During the prosecution, the Barrones family submitted letters on the impact this tragedy has had on them. His parents, Miguel and Irma Barrones, were present at the sentencing, though remained too distraught and emotional to speak to the court. Crino argued the only thing the people could add at this point was that this was a senseless act.

“There was no reason that this defendant ... needed to bring an illegal concealed gun with a bullet in the chamber to this incident. There was no reason that this defendant needed to point that weapon and fire it into Isai Berrones’ body and senselessly kill a 22-year-old boy over nothing. And there was no reason that this defendant needed to — almost literally — step over Isai’s body and flee from the scene,” Crino said. “It shows such extreme callousness and disregard for human life.”

Washington’s defense attorney, Toby White, argued that Washington was not the one responsible for the shooting. 

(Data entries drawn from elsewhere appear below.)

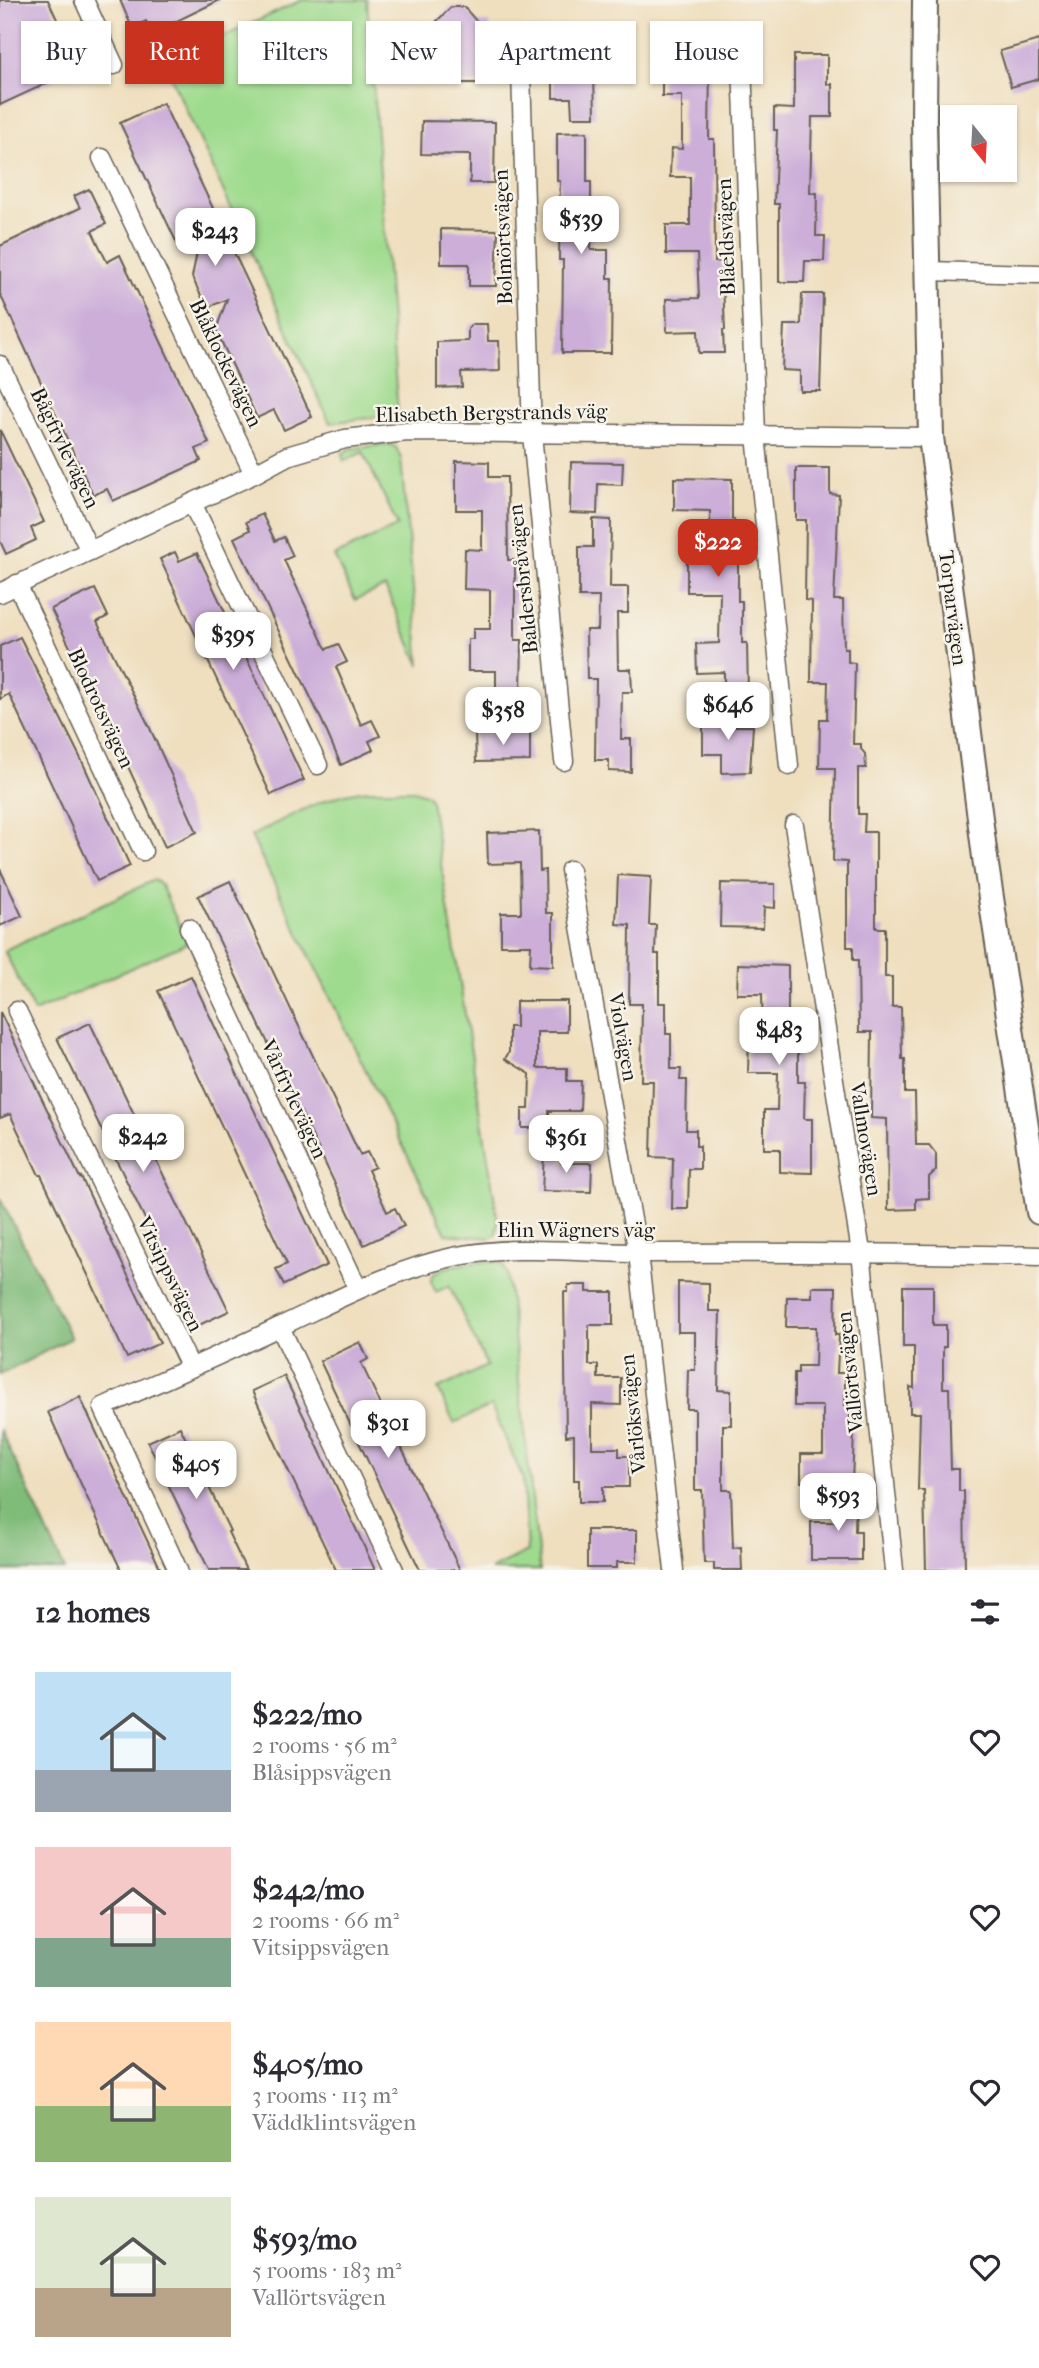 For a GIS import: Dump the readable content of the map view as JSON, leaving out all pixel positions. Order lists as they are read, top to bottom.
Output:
{
  "streets": {
    "street": [
      "Bolmörtsvägen",
      "Blåeldsvägen",
      "Blåklockevägen",
      "Elisabeth Bergstrands väg",
      "Bågfrylevägen",
      "Baldersbråvägen",
      "Torparvägen",
      "Blodrotsvägen",
      "Violvägen",
      "Vårfrylevägen",
      "Vallmovägen",
      "Elin Wägners väg",
      "Vitsippsvägen",
      "Vallörtsvägen",
      "Vårlöksvägen"
    ]
  },
  "crossings": [
    ["Bolmörtsvägen", "Elisabeth Bergstrands väg"],
    ["Bolmörtsvägen", "Baldersbråvägen"],
    ["Blåeldsvägen", "Elisabeth Bergstrands väg"],
    ["Blåklockevägen", "Elisabeth Bergstrands väg"],
    ["Elisabeth Bergstrands väg", "Bågfrylevägen"],
    ["Elisabeth Bergstrands väg", "Baldersbråvägen"],
    ["Elisabeth Bergstrands väg", "Torparvägen"],
    ["Elisabeth Bergstrands väg", "Blodrotsvägen"],
    ["Violvägen", "Elin Wägners väg"],
    ["Violvägen", "Vårlöksvägen"],
    ["Vårfrylevägen", "Elin Wägners väg"],
    ["Vallmovägen", "Elin Wägners väg"],
    ["Vallmovägen", "Vallörtsvägen"],
    ["Elin Wägners väg", "Vitsippsvägen"],
    ["Elin Wägners väg", "Vallörtsvägen"],
    ["Elin Wägners väg", "Vårlöksvägen"]
  ],
  "north": "bottom",
  "page": {
    "chip": [
      "Buy",
      "Rent",
      "Filters",
      "New",
      "Apartment",
      "House"
    ],
    "price": [
      "$539",
      "$243",
      "$222",
      "$395",
      "$646",
      "$358",
      "$483",
      "$242",
      "$361",
      "$301",
      "$405",
      "$593"
    ],
    "heading": "12 homes",
    "list": [
      {
        "name": "$222/mo",
        "note": "2 rooms · 56 m² · Blåsippsvägen"
      },
      {
        "name": "$242/mo",
        "note": "2 rooms · 66 m² · Vitsippsvägen"
      },
      {
        "name": "$405/mo",
        "note": "3 rooms · 113 m² · Väddklintsvägen"
      },
      {
        "name": "$593/mo",
        "note": "5 rooms · 183 m² · Vallörtsvägen"
      }
    ]
  }
}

“There is no consoling, there is no bringing back, there is no way to even describe the pain the family is going through,” White said. “However, Mr. Washington maintains … that he is not the person who shot this young man. He is not the one who created this tragedy.”

Fellow inmates of Washington drafted a letter presented to the court, expressing their experience with him as a caring, down-to-earth man who lets his intellect rule his emotions.

Ingham County Circuit Court Judge Clinton Canady III recognized the tragedy of the situation, and acknowledged his belief that Washington likely didn’t go into the situation with the intent to kill. 

“It appears probably you were along for the ride originally, ... but once you got there, things went down and Mr. Barrones ended up being killed,” Canady said.

Washington said he never intended for things to happen how they did. 

“I didn’t come here to hurt no one, I came here to start a new life,” Washington said.

In addition to the 27 to 41 years in prison, Washington is also responsible for $14,000 in restitution to Barrones’ parents for funeral and burial expenses.